Credit: STOCKBYTE

A recent Cell Host & Microbe paper reveals that Porphyromonas gingivalis, the key bacterial trigger for periodontitis, disrupts the homeostasis between the host and the commensal oral microbiota, thereby tipping the balance towards inflammatory disease.

Periodontitis is characterized by inflammatory periodontal bone loss and is the most common cause of tooth loss worldwide. P. gingivalis was known to have a key role in this complex polymicrobial infection, but its precise contribution to the disease state was unclear. Previous data had suggested that the host complement system is also involved, but whether complement activation has a protective or destructive effect was uncertain.

Hajishengallis and colleagues investigated the role of P. gingivalis in periodontitis using a mouse model. Inoculation of SPF (specific pathogen-free) mice, which harbour commensal bacteria but are free of specific mouse pathogens, with P. gingivalis induced periodontal bone loss. No bone loss was seen in control SPF mice nor, interestingly, in P. gingivalis-treated germ-free (GF) mice, which are completely free of bacteria. Moreover, in the P. gingivalis-treated SPF mice, the overall load of the commensal oral microbiota increased and its composition was altered, as determined by 16S ribosomal RNA analysis.

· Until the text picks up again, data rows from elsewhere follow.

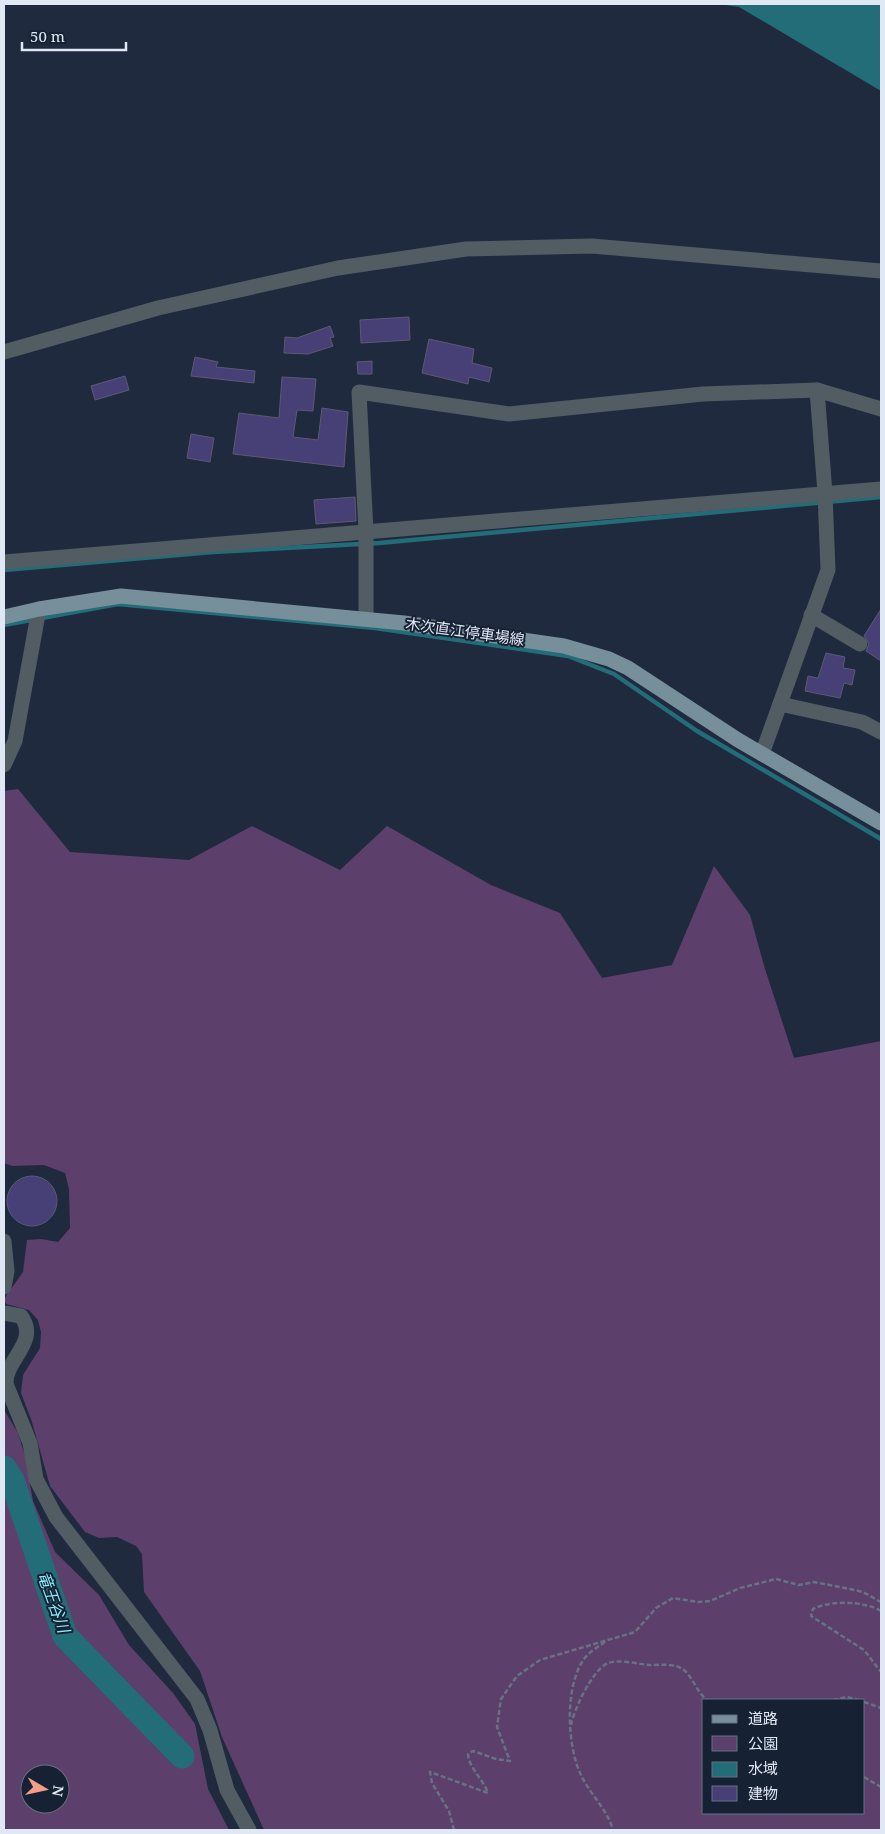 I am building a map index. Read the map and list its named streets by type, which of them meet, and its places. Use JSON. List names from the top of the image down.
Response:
{
  "streets": {
    "main road": ["木次直江停車場線"]
  },
  "water": ["竜王谷川"],
  "legend": [
    "道路",
    "公園",
    "水域",
    "建物"
  ],
  "scale_bar": "50 m",
  "north": "right"
}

One of the major classes of P. gingivalis virulence factors is the gingipains, cysteine proteases that cleave complement component C5, generating C5a and thus promoting the activation of C5a receptor (C5aR). This allows P. gingivalis to manipulate the local inflammatory response. The authors found that C5aR−/− mice did not develop bone loss or show any changes in the composition of the oral microbiota following P. gingivalis inoculation. A gingipain-deficient strain of P. gingivalis caused no change in the oral bacterial load. Administration of a C5aR antagonist led to the effective elimination of P. gingivalis from periodontal tissues, along with a significant reduction in the oral bacterial load, an effect that was P. gingivalis dependent. Previously, the authors had found that P. gingivalis downregulates chemokine production by gingival epithelial cells, in turn reducing neutrophil infiltration. Analysis of mice with a genetic deficiency in neutrophil infiltration showed that disrupting leukocyte recruitment increased the amount of oral commensal bacteria and bone loss.

The authors argue that, analogous to the concept of a keystone species, P. gingivalis can be viewed as a keystone pathogen owing to its disproportionately large impact on a microbial community relative to its abundance. This is in contrast to most pathogenic bacteria, which usually cause inflammatory disease while outgrowing the commensal microbiota.